[Start of Attachment]

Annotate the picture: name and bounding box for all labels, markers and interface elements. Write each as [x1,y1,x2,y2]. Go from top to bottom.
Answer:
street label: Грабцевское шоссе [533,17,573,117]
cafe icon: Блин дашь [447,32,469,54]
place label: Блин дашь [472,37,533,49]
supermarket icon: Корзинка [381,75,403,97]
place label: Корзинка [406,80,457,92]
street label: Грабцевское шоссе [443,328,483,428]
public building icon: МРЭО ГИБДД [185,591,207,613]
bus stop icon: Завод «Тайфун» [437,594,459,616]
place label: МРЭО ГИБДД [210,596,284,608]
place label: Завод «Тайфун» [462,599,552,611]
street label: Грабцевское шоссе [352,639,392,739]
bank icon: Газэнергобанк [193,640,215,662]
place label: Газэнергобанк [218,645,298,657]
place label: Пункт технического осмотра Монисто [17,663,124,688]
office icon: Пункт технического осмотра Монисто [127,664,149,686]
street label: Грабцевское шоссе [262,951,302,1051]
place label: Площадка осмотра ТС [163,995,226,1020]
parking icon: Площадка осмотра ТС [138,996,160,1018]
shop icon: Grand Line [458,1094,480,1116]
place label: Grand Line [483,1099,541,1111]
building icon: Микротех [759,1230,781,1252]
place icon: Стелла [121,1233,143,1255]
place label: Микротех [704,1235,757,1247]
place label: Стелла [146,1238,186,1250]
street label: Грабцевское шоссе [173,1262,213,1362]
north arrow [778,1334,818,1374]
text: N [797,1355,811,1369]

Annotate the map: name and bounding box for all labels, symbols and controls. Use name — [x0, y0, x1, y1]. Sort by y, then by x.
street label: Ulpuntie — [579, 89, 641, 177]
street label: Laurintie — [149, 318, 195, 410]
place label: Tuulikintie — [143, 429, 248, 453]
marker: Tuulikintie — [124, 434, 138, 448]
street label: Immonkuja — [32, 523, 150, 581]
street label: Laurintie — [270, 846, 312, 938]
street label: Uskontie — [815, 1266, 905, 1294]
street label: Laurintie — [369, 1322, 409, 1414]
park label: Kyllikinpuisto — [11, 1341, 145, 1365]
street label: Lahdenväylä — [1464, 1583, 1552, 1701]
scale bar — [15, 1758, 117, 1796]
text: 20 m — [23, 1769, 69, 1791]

[End of Attachment]

Copy each line exactly, from the line containing "Annotate the map: name" down to the last line of the material, and no other lines.

Annotate the map: name and bounding box for all labels, symbols and controls. Use name — [x0, y0, x1, y1]. Sort by y, then by x.
street label: Ulpuntie — [579, 89, 641, 177]
street label: Laurintie — [149, 318, 195, 410]
place label: Tuulikintie — [143, 429, 248, 453]
marker: Tuulikintie — [124, 434, 138, 448]
street label: Immonkuja — [32, 523, 150, 581]
street label: Laurintie — [270, 846, 312, 938]
street label: Uskontie — [815, 1266, 905, 1294]
street label: Laurintie — [369, 1322, 409, 1414]
park label: Kyllikinpuisto — [11, 1341, 145, 1365]
street label: Lahdenväylä — [1464, 1583, 1552, 1701]
scale bar — [15, 1758, 117, 1796]
text: 20 m — [23, 1769, 69, 1791]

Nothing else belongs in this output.